• WHAT IS REQUIRED
Of the entries below, copy only those lines that contain the word "fabs".

Start of RECORDS PROVIDED

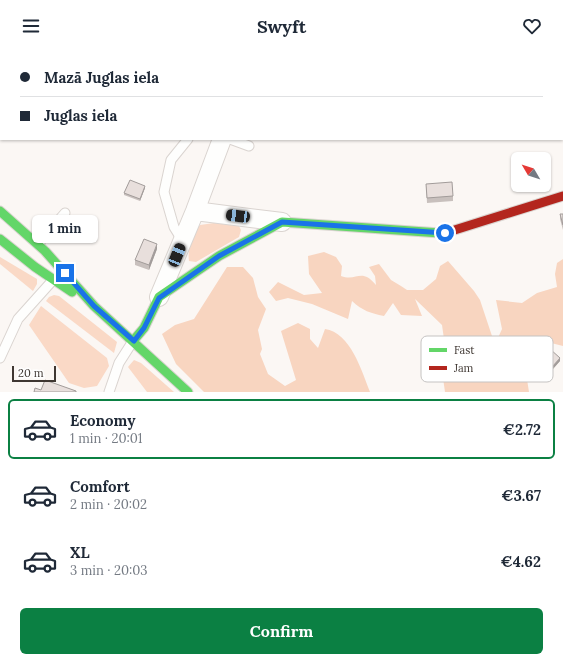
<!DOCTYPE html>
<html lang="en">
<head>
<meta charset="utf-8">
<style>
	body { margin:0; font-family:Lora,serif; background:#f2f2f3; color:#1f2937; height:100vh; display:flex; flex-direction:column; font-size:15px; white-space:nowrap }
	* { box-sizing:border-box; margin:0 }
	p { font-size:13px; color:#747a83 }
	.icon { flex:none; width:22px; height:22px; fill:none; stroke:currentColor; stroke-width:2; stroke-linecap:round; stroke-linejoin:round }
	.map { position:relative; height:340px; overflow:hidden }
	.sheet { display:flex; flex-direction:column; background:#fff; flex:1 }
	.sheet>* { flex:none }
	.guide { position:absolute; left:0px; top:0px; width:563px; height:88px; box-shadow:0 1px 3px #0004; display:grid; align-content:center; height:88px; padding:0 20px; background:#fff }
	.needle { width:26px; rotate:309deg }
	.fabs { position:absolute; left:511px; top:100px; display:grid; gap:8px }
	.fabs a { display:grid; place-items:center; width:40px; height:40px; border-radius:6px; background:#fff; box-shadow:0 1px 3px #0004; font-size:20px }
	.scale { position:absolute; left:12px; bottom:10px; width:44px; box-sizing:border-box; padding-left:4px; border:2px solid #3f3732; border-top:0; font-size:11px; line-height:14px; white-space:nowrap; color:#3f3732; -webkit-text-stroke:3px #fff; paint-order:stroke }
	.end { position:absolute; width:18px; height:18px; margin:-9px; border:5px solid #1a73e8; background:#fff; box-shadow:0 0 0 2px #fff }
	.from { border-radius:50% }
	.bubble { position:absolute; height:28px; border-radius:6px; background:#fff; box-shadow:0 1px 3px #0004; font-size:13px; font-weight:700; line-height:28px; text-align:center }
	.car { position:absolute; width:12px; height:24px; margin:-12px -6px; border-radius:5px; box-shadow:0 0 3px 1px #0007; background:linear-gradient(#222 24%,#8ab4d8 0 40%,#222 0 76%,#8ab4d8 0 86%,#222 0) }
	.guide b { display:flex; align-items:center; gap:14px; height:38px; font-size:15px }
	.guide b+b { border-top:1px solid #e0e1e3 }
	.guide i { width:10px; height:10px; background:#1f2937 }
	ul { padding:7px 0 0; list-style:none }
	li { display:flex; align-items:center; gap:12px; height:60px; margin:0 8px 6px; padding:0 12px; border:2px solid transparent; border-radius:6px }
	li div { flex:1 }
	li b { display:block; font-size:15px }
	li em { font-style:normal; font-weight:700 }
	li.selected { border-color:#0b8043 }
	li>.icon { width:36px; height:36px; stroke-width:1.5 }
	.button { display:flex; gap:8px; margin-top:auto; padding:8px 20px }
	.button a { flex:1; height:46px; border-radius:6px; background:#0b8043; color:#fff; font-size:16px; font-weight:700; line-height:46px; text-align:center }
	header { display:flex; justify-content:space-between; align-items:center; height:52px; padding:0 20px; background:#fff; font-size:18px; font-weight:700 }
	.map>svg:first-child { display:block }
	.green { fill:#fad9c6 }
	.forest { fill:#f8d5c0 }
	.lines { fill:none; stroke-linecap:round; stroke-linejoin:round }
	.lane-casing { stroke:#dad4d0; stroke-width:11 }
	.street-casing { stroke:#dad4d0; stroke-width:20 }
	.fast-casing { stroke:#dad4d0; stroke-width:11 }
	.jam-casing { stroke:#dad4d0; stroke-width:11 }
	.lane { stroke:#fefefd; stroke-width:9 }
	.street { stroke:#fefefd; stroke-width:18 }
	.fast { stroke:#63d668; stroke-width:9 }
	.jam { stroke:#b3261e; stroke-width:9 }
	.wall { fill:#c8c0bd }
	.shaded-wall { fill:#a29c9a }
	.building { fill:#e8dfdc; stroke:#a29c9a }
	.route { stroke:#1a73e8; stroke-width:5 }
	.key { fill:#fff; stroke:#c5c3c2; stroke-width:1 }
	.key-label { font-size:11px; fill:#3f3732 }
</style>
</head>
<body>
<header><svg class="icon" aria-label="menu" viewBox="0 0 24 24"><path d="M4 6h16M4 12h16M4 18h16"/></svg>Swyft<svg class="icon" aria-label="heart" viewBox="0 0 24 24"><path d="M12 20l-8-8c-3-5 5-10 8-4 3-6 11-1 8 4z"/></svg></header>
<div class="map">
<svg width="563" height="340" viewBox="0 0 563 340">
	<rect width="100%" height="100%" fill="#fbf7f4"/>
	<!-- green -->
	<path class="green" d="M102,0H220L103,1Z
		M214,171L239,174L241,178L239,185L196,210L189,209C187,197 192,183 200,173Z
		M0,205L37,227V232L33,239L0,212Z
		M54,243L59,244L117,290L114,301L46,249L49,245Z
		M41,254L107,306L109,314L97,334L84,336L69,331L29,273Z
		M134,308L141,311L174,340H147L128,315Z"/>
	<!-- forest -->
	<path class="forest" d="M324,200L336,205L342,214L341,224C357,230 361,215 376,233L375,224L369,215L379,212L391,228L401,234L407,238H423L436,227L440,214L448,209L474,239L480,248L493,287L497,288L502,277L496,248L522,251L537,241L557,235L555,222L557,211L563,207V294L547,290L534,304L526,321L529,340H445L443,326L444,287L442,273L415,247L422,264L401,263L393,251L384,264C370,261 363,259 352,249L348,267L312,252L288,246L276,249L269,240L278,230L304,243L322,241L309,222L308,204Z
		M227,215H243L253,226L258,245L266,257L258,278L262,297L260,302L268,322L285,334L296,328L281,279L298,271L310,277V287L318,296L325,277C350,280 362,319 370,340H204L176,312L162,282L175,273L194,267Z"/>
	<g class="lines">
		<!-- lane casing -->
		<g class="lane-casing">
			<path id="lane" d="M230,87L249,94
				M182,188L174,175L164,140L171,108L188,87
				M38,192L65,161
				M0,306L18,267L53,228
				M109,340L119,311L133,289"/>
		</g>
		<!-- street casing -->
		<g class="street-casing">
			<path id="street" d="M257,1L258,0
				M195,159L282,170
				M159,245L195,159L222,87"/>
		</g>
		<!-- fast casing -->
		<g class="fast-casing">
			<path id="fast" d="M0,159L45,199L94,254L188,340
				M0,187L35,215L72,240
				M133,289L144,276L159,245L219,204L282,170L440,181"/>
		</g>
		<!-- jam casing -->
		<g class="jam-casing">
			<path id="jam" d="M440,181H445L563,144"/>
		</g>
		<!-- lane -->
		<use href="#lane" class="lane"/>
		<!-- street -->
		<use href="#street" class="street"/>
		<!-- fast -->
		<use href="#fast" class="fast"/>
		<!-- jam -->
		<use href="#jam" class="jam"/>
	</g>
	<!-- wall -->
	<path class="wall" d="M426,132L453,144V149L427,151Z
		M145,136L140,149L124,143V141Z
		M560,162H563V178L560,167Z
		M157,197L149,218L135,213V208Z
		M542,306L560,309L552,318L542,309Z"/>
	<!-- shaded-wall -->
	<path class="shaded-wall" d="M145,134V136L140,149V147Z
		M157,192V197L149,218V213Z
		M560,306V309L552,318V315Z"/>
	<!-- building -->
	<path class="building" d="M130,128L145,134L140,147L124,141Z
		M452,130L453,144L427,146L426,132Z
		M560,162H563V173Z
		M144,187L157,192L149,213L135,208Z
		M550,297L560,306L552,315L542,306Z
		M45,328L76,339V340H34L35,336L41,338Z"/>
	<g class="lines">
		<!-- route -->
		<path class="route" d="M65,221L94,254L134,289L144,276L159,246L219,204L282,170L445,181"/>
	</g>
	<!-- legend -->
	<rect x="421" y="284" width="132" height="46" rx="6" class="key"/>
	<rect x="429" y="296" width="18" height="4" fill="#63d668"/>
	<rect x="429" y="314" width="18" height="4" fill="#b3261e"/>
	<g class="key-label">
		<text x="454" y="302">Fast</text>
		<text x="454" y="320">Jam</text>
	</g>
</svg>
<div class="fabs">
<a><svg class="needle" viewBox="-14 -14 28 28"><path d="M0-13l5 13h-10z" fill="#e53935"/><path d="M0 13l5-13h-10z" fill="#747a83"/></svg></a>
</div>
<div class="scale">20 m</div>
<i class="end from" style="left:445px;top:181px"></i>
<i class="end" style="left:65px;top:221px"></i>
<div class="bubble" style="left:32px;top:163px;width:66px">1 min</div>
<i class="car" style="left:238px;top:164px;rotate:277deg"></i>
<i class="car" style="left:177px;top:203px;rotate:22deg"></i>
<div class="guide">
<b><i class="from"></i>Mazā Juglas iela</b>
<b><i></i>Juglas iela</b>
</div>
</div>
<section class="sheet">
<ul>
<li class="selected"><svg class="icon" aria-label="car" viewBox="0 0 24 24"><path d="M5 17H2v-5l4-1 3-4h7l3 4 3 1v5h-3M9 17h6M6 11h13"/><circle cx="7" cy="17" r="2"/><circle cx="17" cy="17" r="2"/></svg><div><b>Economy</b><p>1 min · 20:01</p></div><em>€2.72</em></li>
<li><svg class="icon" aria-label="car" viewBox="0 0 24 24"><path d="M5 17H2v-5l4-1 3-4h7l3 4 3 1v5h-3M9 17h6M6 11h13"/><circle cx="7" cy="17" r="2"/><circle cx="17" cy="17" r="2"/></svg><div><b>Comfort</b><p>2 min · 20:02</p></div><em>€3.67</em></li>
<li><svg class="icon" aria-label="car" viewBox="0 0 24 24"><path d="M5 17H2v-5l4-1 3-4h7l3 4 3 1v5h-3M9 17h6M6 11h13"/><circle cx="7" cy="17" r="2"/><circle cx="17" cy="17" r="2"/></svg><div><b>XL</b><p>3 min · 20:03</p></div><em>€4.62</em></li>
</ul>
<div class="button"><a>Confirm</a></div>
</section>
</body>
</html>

End of RECORDS PROVIDED

• PROBLEM SOLUTION
	.fabs { position:absolute; left:511px; top:100px; display:grid; gap:8px }
	.fabs a { display:grid; place-items:center; width:40px; height:40px; border-radius:6px; background:#fff; box-shadow:0 1px 3px #0004; font-size:20px }
<div class="fabs">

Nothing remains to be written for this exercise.